▶ [TASK INPUT]
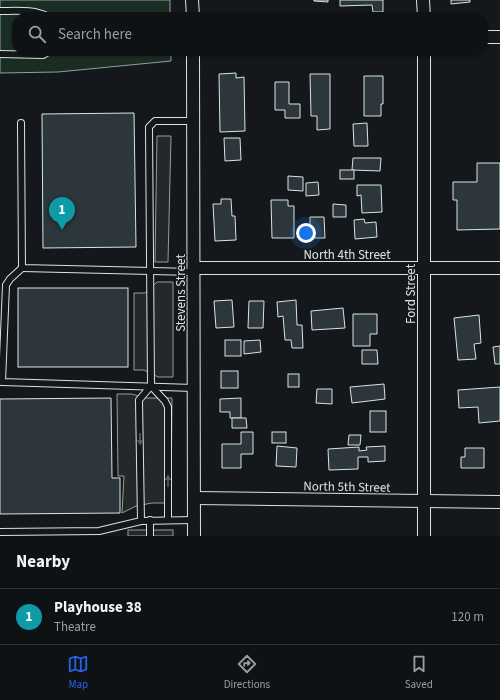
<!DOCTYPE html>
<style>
body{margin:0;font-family:"Source Sans 3",sans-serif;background:#181b1e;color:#f1f3f6}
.you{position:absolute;left:306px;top:233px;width:14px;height:14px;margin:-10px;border:3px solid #fff;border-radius:50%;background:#1a73e8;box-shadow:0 0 0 6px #1a73e833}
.badge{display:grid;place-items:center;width:26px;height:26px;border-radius:50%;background:#2563eb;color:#fff;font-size:13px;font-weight:700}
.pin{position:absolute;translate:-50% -33px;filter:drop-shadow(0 1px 2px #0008)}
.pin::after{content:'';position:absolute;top:21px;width:14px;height:12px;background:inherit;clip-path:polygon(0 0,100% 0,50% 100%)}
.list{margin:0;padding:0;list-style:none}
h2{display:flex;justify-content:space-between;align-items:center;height:52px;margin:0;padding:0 16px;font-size:17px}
h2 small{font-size:13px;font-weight:400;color:#9b9ea0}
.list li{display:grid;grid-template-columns:26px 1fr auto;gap:12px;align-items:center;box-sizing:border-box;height:56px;padding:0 16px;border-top:1px solid #2f3234}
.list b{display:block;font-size:15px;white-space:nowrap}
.list p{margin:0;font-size:13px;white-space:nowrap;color:#9b9ea0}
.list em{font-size:13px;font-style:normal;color:#9b9ea0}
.icon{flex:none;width:22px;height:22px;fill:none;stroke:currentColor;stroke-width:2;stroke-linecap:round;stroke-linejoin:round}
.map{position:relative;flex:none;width:500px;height:536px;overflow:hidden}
.search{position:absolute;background:#0f1215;box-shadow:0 1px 3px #0004;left:12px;right:12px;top:12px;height:44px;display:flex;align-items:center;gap:10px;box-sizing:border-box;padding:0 14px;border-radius:16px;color:#9b9ea0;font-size:15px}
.sheet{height:108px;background:#0f1215}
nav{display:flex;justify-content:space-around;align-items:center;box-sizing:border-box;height:56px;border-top:1px solid #2f3234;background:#0f1215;font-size:11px;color:#9b9ea0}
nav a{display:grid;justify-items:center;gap:2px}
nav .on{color:#2563eb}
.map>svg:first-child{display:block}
.green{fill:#1a2d24;stroke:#939e99}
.parking{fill:#24282b;stroke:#939e99}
.building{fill:#2c363c;stroke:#d8e6dc}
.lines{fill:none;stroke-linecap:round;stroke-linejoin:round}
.lane-casing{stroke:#d8e6dc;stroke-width:8}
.street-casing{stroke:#d8e6dc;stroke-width:14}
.lane{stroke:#14181c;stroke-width:6}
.street{stroke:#14181c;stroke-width:12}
.oneway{fill:#59605f}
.labels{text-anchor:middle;stroke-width:3;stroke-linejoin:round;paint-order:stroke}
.street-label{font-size:13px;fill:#d8e6dc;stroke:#14181c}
</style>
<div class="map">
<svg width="500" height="536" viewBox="0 0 500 536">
<rect width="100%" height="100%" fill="#14181c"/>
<polygon class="green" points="0,0 170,0 170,17 17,17 17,51 171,51 171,61 58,72 0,73"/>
<g class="parking">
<polygon points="157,136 171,136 168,262 155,262"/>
<polygon points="157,282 173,282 173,377 158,377 144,370 134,370 134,293 145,293"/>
<polygon points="117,394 132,394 145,398 172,398 171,503 152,503 136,506 122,513 124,476 118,476"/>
<rect x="128" y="530" width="45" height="6"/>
</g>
<g class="building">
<polygon points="314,0 328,0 328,2 314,1"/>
<polygon points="340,0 383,0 383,12 373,12 372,5 340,6"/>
<polygon points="451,0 470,0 470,2 451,4"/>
<polygon points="236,73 236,78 244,77 245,131 220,132 219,74"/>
<polygon points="310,74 330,74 330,129 317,130 317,116 311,116"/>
<polygon points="364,76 383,76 383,104 381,104 381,116 364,116"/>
<polygon points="275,82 289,82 289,104 300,104 300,118 285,118 285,110 275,110"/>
<polygon points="134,113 136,247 43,248 42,114"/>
<polygon points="367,123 368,146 354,146 353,124"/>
<polygon points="224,138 240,138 241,160 225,161"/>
<polygon points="353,158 381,158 380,171 352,170"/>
<polygon points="477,163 500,163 500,229 457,230 457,200 453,200 453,182 477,182"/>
<rect x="340" y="170" width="14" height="9"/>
<polygon points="288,176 303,177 303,191 288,190"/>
<polygon points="318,182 319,195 306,196 306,183"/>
<polygon points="357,185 381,185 382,212 362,213 361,195 357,196"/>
<polygon points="221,199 231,199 232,216 235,216 236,240 215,241 213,204 221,204"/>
<polygon points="271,200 288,200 288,206 294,206 294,238 272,238"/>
<polygon points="333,204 346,205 346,217 333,217"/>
<polygon points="310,217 324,217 325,238 310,238"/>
<polygon points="364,219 365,223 376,222 377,237 355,239 354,220"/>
<rect x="18" y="288" width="110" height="79"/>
<polygon points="232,300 234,327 216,328 214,301"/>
<polygon points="296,300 297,325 302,325 303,348 292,348 291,340 285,340 283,316 278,317 277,302"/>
<polygon points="249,301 264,301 263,328 248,328"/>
<polygon points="343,308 345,328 312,330 311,311"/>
<polygon points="353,314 377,314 377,334 370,334 370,346 353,346"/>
<polygon points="479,315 481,343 474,344 476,359 458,360 454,318"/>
<rect x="225" y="340" width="16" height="16"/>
<polygon points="260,340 261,352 244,354 244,341"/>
<polygon points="500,346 500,364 495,364 493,347"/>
<polygon points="362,350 377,350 378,364 362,364"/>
<rect x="221" y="371" width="17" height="17"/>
<rect x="288" y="374" width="11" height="13"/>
<polygon points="384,384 385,399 352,403 350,387"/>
<polygon points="500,387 500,421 479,423 478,407 459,408 458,390"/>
<polygon points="317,389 332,389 332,404 316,403"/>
<polygon points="111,398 112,478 120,478 120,513 0,514 0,399"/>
<polygon points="241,398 241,418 230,418 230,412 220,412 220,399"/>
<rect x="370" y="411" width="16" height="21"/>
<polygon points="232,418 246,418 247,428 232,428"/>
<polygon points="241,432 253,432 253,454 241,454 241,468 222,468 222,444 241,444"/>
<rect x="272" y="432" width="14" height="11"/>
<polygon points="349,435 361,435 360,445 348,445"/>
<polygon points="277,446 297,448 296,467 276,466"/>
<polygon points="385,446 385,461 368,462 368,457 358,457 358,469 329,470 328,449 359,447 359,451 367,450 366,447"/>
<polygon points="465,448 484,448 484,468 461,468 461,457 465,457"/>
</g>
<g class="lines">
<defs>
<g id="lane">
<path d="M0,11C16,11 34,9 49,17"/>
<polyline points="0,54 43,55 50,51"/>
<polyline points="21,123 22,268 194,272"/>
<polyline points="22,268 10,279 6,285 2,382 194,388"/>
<polyline points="151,386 165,401 168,407 168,520"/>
<polyline points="141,521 139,400 151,386 149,127 155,121 193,121"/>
<polyline points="0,532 99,531 141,521 194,520"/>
<polyline points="150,536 150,520"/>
</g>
<g id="street">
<polyline points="192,0 193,17"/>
<polyline points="423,0 424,17"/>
<polyline points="483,37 500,37"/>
<polyline points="193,51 194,536"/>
<polyline points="424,51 424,536"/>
<polyline points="194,268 500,268"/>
<polyline points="194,498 500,502"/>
</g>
</defs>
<use href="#lane" class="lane-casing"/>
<use href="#street" class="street-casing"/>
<use href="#lane" class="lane"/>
<use href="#street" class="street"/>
</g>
<defs><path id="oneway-solid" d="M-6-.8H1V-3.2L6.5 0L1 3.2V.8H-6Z"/></defs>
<g class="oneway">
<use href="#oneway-solid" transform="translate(140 439) rotate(89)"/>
<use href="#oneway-solid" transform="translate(168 481) rotate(-90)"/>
</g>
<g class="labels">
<g class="street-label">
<text x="347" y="259">North 4th Street</text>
<text transform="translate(180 293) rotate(-90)" y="5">Stevens Street</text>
<text transform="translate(410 294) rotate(-90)" y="5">Ford Street</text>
<text transform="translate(347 486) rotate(1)" y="5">North 5th Street</text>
</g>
</g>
</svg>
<div class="you"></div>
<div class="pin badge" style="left:62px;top:230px;background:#0f9aa8">1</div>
<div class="search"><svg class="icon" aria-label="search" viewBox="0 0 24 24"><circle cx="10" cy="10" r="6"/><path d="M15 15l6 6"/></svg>Search here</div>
</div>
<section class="sheet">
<h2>Nearby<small></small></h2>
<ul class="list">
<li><span class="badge" style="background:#0f9aa8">1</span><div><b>Playhouse 38</b><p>Theatre</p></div><em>120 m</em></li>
</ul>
</section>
<nav>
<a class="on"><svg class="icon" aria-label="map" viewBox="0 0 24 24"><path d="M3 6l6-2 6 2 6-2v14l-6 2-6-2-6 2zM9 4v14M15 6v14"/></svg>Map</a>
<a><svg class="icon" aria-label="directions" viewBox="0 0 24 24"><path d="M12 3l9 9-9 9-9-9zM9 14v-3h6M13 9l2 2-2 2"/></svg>Directions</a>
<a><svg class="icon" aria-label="saved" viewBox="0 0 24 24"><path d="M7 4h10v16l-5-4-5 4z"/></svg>Saved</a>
</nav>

▶ [WORK REQUIRED] Which lines of the records above contain the word "linecap"? Copy each of them.

▶ [OUTPUT BELOW]
.icon{flex:none;width:22px;height:22px;fill:none;stroke:currentColor;stroke-width:2;stroke-linecap:round;stroke-linejoin:round}
.lines{fill:none;stroke-linecap:round;stroke-linejoin:round}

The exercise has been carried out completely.